[Stored items]

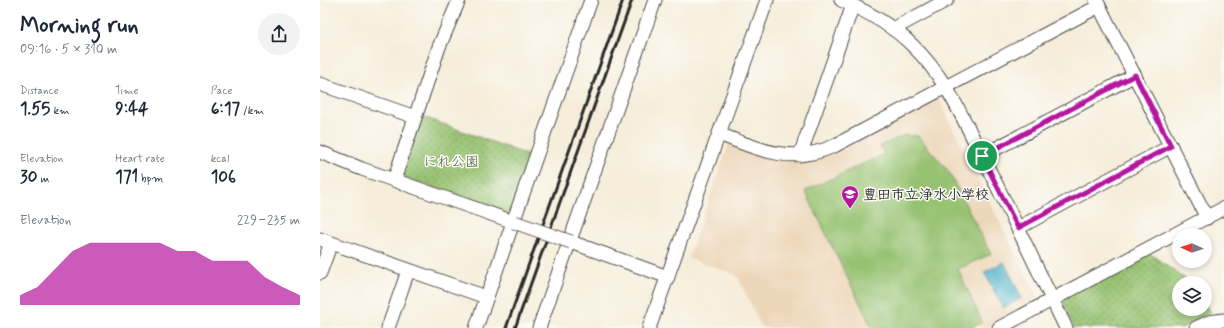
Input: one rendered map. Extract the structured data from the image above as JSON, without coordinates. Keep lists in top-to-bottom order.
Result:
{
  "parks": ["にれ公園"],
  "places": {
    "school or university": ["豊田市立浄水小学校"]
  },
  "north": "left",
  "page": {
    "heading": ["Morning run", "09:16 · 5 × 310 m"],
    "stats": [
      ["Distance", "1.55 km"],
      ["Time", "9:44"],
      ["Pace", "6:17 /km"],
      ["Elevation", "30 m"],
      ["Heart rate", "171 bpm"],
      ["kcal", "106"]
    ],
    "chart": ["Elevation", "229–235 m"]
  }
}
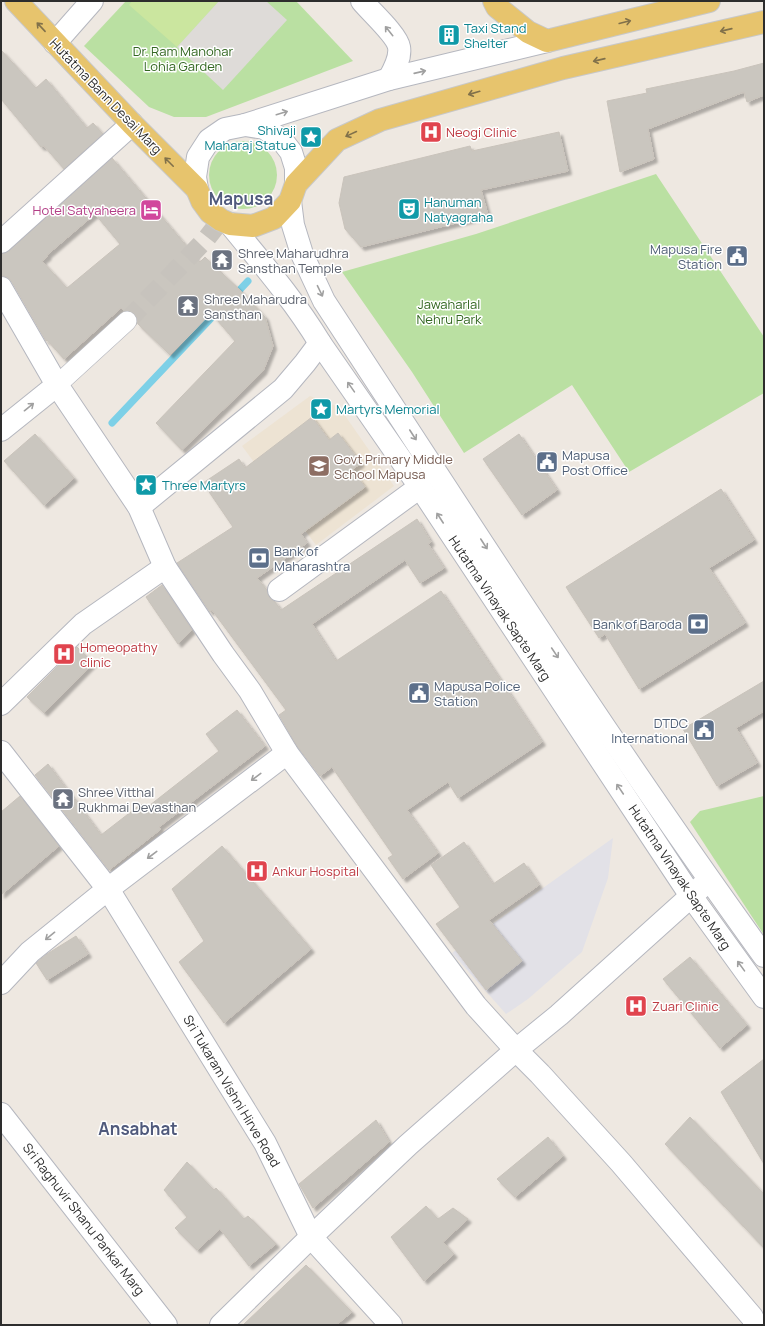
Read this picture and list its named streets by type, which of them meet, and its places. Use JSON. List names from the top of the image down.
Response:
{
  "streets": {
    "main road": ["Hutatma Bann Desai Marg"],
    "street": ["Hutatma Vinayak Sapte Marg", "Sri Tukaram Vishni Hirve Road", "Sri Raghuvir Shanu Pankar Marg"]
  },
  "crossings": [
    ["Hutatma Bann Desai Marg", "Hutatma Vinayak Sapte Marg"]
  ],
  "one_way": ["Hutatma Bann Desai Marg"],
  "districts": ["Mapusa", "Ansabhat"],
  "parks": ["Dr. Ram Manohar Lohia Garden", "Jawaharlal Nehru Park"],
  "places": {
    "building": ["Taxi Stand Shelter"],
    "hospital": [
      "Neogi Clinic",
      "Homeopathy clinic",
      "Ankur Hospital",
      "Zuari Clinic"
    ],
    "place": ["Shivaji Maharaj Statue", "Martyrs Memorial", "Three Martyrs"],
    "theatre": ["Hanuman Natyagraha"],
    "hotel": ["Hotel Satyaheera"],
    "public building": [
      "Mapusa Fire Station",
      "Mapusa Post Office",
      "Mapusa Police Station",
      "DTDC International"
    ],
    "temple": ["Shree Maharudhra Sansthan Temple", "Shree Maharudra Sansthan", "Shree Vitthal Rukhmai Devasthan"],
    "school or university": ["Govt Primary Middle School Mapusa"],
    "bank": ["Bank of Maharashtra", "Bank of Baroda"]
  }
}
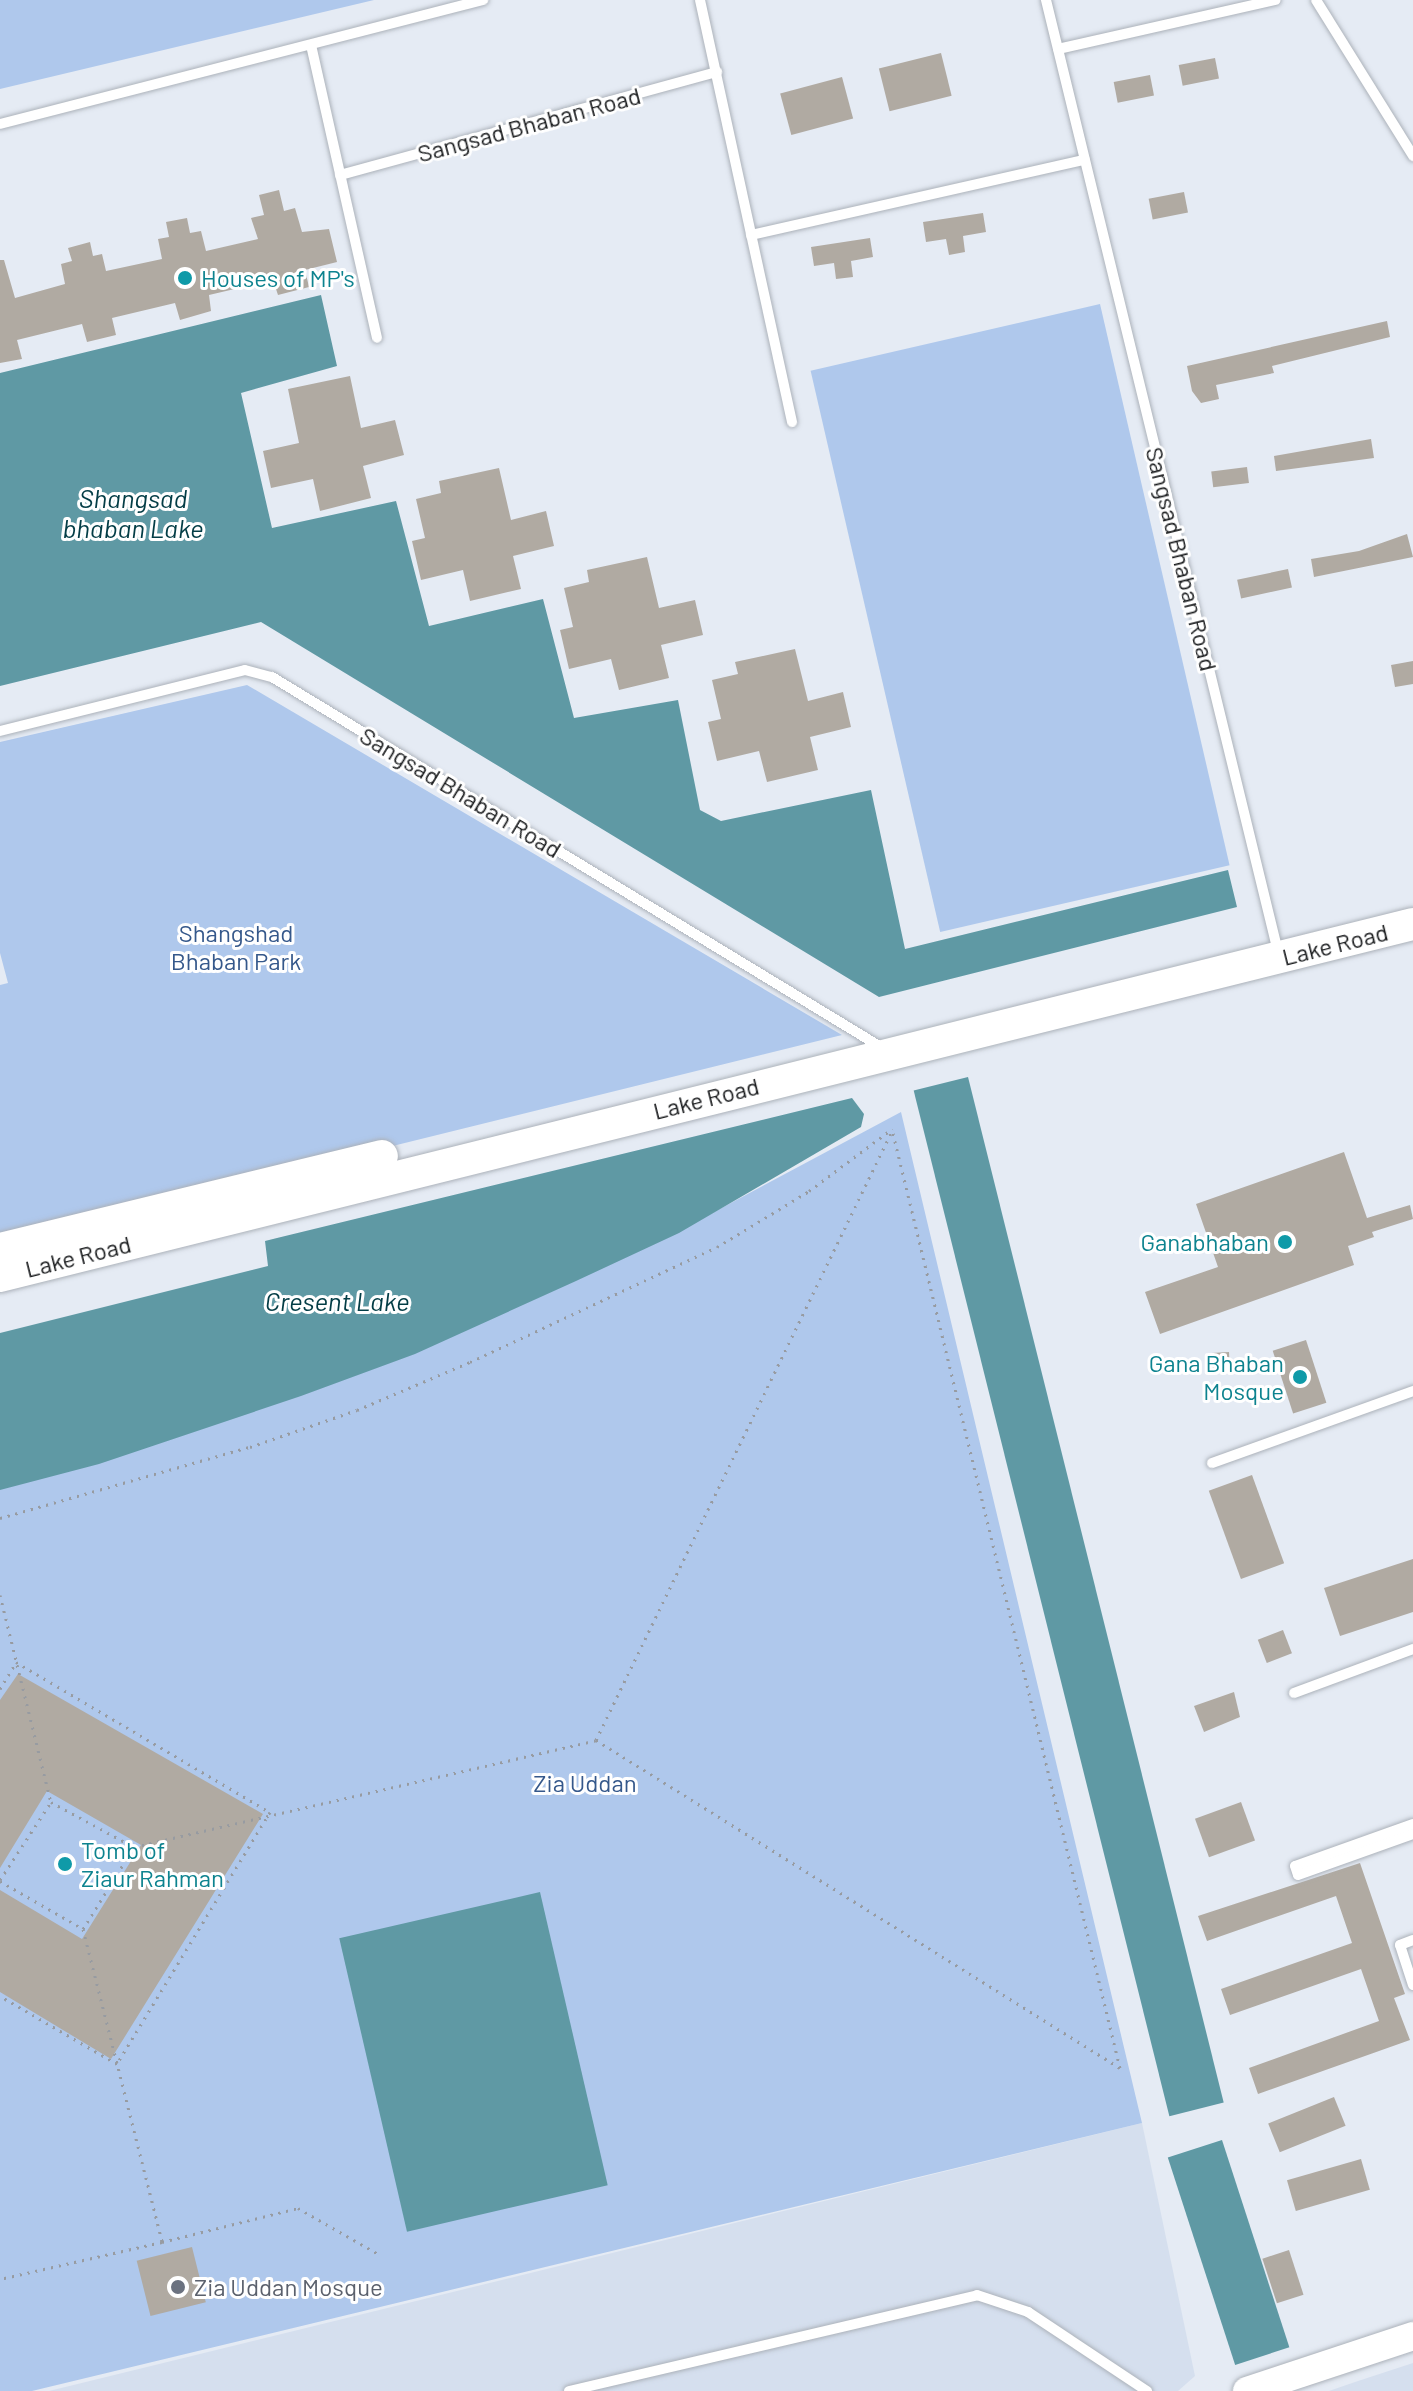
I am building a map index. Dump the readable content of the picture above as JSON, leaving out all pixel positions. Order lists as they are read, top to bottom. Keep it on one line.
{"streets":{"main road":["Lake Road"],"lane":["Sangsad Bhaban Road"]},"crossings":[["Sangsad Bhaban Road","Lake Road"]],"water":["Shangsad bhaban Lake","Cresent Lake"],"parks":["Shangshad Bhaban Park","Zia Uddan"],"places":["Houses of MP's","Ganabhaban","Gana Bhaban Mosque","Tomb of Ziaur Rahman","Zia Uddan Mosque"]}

Task statement
Exactly the lines from the one that holds "I am building" through the final line of the records above should be written out, and only those.

Response box
I am building a map index. Dump the readable content of the picture above as JSON, leaving out all pixel positions. Order lists as they are read, top to bottom. Keep it on one line.
{"streets":{"main road":["Lake Road"],"lane":["Sangsad Bhaban Road"]},"crossings":[["Sangsad Bhaban Road","Lake Road"]],"water":["Shangsad bhaban Lake","Cresent Lake"],"parks":["Shangshad Bhaban Park","Zia Uddan"],"places":["Houses of MP's","Ganabhaban","Gana Bhaban Mosque","Tomb of Ziaur Rahman","Zia Uddan Mosque"]}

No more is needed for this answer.